Extracted records section start

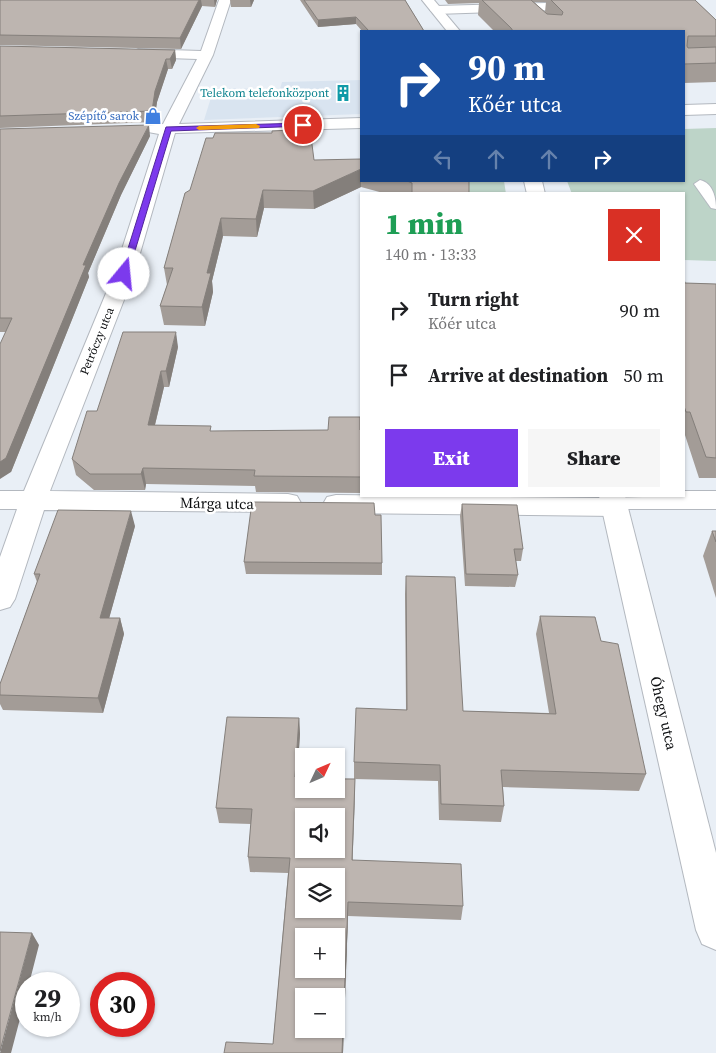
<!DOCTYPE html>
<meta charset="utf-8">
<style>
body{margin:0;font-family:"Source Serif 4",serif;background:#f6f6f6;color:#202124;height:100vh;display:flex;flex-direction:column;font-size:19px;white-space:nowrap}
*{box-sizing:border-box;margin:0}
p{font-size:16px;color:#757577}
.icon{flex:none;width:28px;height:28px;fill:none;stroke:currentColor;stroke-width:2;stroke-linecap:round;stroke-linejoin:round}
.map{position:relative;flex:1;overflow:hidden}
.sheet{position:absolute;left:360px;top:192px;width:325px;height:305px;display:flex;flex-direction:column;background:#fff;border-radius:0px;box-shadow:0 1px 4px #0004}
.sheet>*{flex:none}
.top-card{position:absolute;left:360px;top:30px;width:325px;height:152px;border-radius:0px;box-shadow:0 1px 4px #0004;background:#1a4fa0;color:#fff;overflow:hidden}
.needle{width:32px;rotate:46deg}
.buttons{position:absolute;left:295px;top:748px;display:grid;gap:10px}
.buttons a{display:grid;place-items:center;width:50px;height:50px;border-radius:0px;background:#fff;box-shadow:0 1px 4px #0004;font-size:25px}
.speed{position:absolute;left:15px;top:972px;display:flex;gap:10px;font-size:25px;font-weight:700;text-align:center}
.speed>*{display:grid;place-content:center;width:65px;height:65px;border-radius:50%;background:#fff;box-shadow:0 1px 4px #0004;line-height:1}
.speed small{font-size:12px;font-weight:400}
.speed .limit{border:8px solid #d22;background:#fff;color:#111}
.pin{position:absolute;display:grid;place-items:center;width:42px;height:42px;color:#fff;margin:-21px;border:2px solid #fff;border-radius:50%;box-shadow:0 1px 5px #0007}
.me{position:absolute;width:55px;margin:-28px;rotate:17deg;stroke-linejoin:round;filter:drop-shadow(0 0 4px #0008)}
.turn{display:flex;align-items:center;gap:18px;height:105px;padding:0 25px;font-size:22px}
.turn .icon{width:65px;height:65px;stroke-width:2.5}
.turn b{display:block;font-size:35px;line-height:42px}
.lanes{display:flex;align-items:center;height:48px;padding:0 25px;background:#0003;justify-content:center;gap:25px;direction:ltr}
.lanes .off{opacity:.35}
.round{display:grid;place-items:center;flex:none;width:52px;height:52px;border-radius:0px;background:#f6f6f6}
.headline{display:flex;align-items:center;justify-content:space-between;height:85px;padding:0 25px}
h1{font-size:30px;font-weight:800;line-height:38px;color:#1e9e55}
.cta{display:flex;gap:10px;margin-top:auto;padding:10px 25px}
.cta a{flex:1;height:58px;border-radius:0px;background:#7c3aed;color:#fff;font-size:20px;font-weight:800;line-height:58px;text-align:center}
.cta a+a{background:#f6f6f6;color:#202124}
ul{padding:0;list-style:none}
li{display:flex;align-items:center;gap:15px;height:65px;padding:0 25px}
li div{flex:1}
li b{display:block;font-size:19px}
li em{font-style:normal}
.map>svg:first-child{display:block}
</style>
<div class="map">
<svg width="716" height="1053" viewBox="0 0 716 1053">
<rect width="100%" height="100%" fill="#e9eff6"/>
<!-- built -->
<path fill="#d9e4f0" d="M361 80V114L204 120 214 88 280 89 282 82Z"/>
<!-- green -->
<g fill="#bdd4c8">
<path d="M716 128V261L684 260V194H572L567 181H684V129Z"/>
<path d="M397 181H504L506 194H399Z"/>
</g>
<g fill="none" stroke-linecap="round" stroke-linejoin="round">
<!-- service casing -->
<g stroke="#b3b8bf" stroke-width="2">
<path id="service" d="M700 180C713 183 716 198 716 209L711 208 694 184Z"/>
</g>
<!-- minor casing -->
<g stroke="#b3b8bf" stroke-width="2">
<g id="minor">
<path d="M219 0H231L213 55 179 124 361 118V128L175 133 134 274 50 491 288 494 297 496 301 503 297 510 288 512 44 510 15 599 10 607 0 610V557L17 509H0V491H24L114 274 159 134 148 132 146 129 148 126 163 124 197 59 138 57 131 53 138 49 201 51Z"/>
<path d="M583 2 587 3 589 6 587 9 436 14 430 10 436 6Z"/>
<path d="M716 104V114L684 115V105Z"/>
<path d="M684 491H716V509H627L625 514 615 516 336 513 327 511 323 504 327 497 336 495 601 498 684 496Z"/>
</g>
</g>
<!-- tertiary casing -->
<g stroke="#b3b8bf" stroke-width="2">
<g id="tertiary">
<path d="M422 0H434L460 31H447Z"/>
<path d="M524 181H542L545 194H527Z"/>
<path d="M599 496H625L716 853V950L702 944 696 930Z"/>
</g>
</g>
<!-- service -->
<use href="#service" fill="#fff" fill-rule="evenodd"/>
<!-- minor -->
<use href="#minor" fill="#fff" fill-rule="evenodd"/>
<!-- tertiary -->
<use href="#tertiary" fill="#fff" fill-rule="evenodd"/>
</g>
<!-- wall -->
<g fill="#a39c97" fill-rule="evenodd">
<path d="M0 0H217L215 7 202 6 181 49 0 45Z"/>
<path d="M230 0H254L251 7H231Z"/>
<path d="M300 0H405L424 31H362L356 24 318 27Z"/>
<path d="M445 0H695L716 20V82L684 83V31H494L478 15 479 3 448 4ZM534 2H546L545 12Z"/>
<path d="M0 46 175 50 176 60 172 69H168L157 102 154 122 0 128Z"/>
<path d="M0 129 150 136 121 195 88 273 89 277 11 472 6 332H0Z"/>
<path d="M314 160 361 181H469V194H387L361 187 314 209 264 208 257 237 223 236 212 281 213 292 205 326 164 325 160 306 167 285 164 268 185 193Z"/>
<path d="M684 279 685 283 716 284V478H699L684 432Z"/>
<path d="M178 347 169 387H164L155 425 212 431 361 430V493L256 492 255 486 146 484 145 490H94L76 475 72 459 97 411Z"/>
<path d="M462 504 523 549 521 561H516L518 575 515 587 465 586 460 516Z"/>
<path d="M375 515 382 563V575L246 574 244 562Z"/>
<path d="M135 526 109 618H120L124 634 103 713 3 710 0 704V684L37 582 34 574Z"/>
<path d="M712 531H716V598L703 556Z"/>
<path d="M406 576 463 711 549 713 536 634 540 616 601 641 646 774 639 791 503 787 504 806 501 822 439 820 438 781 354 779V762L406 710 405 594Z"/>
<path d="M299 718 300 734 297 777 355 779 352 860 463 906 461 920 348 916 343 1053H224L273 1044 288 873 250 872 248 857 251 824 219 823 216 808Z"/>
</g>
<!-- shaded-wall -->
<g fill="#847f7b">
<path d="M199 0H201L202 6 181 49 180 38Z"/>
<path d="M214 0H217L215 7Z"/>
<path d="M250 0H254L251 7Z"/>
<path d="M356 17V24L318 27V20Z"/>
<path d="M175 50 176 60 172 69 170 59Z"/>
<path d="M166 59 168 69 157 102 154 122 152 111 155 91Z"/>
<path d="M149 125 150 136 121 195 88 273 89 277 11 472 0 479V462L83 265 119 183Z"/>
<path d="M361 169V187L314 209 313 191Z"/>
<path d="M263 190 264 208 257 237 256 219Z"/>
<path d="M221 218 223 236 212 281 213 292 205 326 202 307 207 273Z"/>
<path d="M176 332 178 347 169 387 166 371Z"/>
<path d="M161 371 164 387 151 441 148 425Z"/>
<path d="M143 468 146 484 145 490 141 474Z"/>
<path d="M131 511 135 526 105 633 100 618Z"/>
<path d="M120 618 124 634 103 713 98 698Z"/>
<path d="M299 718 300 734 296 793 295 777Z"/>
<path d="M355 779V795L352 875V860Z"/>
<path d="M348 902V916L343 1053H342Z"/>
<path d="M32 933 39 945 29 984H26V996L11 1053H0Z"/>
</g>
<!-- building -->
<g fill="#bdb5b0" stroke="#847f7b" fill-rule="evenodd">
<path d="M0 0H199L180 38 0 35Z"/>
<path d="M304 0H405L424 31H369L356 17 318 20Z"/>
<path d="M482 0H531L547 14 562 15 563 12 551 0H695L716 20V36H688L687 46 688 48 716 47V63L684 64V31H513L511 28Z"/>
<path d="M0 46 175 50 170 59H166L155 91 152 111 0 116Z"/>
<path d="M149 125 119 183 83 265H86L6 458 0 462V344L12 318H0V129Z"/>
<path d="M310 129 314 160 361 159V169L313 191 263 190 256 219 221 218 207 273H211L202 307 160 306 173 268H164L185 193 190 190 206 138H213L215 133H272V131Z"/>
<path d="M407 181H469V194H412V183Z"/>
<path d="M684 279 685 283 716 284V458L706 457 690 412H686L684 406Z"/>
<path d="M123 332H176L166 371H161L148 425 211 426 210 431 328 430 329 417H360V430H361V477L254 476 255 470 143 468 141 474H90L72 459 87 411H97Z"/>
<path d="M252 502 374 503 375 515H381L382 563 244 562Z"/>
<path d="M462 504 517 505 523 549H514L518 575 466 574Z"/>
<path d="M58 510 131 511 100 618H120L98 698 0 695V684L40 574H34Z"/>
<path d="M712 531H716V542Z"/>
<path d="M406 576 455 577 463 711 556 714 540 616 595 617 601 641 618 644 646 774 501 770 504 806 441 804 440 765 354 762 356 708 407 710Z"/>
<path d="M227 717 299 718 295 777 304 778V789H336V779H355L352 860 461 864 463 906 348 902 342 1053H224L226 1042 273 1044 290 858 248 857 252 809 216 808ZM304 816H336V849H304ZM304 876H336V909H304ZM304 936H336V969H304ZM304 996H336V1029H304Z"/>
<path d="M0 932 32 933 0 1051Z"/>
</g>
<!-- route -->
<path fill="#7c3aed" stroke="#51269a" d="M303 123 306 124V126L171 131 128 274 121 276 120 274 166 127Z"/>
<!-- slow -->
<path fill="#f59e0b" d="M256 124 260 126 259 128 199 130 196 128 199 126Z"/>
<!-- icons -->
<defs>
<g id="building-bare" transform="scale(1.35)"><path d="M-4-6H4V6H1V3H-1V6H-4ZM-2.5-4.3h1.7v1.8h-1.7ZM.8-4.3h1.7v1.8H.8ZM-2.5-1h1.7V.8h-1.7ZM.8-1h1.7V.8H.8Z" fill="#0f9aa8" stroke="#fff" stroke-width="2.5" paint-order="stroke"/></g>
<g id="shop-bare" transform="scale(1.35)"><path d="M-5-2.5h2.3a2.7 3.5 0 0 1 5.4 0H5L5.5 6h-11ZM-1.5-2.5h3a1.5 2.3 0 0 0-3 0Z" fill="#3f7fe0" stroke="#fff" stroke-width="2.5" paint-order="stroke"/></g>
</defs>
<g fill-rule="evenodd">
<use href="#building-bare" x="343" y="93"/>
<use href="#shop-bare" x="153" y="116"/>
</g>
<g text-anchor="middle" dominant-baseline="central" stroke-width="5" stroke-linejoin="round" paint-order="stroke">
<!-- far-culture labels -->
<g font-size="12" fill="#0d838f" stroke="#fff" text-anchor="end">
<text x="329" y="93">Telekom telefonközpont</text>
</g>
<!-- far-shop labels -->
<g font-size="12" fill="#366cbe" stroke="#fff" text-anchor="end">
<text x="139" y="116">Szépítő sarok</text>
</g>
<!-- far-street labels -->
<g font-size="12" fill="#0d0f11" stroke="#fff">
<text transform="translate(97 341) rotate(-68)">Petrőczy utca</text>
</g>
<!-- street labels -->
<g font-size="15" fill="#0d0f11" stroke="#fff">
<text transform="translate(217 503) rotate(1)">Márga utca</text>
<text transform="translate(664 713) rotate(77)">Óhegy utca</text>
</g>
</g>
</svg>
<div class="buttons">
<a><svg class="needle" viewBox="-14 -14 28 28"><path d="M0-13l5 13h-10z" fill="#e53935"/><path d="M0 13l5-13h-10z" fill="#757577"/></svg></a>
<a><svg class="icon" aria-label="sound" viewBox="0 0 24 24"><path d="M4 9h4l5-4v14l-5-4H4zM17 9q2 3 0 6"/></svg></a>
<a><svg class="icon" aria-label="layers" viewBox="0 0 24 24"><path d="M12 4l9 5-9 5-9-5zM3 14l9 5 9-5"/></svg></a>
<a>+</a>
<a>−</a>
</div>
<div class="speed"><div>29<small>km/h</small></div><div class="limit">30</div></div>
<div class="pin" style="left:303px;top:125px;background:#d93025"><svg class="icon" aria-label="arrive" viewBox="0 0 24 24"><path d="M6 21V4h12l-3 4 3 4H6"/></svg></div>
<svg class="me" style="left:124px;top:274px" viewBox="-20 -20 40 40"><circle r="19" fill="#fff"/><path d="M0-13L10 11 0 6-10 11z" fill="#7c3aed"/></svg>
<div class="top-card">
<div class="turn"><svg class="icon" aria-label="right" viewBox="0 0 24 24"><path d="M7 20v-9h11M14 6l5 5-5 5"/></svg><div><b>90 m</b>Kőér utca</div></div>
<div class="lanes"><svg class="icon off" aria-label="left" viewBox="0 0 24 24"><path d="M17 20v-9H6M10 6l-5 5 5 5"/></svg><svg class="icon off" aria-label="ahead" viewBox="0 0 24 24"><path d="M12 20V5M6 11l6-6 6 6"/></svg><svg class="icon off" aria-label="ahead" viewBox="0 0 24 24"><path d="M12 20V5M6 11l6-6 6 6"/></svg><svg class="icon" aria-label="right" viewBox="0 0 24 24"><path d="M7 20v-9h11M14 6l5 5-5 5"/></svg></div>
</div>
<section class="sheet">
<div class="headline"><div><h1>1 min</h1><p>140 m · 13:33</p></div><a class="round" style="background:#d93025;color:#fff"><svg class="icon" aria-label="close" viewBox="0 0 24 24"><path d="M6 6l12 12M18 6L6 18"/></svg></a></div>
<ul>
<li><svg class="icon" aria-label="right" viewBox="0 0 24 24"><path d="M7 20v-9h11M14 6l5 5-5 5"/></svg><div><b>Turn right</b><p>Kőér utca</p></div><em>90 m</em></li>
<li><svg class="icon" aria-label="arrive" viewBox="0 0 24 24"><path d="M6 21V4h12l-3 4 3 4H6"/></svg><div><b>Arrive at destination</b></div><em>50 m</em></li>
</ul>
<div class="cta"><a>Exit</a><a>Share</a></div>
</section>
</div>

Extracted records section end
Extracted records section start

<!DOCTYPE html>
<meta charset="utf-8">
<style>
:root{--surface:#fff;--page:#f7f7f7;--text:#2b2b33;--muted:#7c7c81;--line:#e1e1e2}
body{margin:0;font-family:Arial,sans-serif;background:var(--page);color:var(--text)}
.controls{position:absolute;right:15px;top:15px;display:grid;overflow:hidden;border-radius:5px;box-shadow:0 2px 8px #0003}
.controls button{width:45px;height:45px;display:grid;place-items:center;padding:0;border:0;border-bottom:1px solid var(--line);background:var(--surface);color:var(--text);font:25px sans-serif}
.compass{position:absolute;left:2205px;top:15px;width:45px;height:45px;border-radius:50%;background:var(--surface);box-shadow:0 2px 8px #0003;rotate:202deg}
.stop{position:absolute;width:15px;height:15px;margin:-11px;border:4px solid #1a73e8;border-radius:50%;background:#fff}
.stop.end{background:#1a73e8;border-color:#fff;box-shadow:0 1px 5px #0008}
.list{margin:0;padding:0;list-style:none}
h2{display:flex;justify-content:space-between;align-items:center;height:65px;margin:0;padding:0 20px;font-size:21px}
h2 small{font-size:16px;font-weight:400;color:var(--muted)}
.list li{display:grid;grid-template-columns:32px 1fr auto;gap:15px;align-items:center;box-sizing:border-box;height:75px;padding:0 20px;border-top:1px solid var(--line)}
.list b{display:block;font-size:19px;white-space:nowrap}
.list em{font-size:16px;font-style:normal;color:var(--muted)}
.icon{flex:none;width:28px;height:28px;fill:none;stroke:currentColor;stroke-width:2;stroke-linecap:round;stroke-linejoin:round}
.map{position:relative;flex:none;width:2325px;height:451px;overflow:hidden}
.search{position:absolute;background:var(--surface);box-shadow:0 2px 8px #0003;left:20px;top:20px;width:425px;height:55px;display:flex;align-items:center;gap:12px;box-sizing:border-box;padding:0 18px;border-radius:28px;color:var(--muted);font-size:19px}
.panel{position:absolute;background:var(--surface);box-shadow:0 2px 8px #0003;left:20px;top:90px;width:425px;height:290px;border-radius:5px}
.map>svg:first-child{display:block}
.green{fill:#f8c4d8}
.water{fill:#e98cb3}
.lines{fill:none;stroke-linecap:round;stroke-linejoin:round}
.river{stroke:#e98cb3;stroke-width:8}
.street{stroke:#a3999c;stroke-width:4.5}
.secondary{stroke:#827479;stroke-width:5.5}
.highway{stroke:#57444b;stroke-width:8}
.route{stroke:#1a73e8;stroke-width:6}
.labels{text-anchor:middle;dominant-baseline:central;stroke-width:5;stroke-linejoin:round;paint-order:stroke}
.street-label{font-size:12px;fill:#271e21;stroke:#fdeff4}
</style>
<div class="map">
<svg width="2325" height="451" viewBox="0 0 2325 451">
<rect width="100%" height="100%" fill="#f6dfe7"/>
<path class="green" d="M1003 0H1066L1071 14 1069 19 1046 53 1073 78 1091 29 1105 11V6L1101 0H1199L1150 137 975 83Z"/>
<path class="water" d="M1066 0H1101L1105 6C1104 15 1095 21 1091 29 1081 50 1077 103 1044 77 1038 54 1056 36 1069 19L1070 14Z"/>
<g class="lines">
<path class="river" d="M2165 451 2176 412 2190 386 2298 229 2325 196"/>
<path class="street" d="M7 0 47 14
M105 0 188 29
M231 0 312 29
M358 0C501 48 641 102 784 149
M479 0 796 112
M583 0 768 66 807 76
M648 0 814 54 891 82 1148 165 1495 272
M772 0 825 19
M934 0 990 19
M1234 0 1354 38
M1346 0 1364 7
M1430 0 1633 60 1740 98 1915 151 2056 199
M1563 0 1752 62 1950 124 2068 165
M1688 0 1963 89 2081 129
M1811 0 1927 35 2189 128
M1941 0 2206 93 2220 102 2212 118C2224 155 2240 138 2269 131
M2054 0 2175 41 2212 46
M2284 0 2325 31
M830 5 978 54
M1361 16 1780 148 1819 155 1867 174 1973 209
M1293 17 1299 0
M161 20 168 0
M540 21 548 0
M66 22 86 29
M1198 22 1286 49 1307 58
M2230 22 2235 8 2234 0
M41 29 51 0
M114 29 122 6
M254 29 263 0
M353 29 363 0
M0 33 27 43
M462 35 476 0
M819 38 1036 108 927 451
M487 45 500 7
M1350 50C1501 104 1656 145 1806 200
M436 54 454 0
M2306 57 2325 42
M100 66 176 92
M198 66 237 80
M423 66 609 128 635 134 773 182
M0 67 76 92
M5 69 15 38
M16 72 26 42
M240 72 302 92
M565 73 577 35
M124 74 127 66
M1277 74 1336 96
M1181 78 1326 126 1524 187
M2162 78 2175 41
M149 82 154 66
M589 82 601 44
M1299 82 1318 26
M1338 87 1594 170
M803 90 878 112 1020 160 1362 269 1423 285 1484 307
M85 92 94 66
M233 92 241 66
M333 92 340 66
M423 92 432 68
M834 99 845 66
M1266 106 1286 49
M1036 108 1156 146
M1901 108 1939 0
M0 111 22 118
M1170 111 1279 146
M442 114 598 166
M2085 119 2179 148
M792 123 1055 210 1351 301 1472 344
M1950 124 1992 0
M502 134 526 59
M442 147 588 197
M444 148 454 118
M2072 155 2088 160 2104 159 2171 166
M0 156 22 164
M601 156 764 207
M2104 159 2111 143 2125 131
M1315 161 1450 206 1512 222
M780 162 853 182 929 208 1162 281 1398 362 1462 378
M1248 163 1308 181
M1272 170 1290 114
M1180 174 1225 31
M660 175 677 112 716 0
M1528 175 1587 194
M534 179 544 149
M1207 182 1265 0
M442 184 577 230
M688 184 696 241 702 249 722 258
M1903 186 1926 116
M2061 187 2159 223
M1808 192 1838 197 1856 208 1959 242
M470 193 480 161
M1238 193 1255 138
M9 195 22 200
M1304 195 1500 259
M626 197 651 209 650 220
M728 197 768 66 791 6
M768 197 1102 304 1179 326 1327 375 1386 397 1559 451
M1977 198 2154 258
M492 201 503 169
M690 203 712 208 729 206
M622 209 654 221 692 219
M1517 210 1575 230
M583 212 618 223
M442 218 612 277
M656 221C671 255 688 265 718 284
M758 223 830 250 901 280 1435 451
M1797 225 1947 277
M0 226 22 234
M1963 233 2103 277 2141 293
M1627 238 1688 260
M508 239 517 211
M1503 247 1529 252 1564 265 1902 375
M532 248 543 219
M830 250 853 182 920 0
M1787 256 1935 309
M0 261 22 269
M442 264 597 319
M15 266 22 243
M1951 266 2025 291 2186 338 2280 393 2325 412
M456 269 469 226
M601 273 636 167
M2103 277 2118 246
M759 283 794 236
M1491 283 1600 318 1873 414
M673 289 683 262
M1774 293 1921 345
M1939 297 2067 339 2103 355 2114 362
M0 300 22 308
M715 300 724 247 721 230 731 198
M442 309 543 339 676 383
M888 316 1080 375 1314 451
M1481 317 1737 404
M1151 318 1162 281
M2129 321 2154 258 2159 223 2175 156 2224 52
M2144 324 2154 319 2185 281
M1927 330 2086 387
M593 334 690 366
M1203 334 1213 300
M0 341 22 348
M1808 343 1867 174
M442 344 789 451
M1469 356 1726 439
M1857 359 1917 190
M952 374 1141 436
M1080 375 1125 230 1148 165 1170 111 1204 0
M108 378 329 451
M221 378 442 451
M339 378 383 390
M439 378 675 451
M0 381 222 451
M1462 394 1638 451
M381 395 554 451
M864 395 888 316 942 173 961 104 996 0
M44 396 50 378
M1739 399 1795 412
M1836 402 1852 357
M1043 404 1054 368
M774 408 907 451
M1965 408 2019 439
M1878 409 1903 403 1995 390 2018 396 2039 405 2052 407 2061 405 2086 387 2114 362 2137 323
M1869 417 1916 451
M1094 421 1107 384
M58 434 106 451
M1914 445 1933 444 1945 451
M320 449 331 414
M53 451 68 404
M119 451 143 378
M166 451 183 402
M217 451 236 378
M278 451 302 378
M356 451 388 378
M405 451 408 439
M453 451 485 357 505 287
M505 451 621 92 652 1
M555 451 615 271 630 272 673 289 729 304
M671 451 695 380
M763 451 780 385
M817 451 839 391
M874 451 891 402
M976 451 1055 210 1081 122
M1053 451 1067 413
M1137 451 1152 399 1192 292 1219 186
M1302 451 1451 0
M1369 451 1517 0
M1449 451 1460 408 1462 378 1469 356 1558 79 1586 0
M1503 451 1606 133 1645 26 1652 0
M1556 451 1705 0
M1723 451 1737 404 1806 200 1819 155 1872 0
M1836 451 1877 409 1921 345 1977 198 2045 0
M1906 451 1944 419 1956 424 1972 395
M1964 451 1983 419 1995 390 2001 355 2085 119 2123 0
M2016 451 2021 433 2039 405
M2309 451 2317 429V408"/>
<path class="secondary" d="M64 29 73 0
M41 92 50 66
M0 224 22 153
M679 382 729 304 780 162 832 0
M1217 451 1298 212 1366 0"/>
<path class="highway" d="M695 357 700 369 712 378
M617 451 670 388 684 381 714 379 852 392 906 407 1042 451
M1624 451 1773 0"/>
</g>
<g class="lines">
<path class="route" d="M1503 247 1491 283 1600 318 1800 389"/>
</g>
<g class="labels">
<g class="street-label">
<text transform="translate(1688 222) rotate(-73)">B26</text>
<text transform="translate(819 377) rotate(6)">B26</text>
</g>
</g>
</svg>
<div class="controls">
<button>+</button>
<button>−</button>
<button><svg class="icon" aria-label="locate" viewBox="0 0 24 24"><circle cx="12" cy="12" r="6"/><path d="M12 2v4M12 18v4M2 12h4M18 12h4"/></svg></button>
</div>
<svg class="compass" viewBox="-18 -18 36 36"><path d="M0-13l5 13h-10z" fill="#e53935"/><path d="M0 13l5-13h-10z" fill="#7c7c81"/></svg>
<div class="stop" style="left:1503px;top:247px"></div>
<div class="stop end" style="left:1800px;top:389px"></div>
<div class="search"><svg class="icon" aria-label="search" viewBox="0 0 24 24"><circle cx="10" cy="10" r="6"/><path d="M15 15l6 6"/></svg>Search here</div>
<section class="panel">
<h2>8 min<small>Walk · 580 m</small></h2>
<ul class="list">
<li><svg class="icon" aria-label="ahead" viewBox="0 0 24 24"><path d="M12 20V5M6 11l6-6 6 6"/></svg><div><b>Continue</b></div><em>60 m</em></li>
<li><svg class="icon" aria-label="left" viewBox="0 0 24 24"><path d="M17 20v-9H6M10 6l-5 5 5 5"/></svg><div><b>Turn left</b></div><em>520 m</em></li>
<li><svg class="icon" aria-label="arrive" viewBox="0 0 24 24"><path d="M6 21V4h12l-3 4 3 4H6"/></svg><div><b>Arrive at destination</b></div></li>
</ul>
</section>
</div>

Extracted records section end

Task to carry out
Scan the data above. Return every line with "buttons" in it.

Task answer
.buttons{position:absolute;left:295px;top:748px;display:grid;gap:10px}
.buttons a{display:grid;place-items:center;width:50px;height:50px;border-radius:0px;background:#fff;box-shadow:0 1px 4px #0004;font-size:25px}
<div class="buttons">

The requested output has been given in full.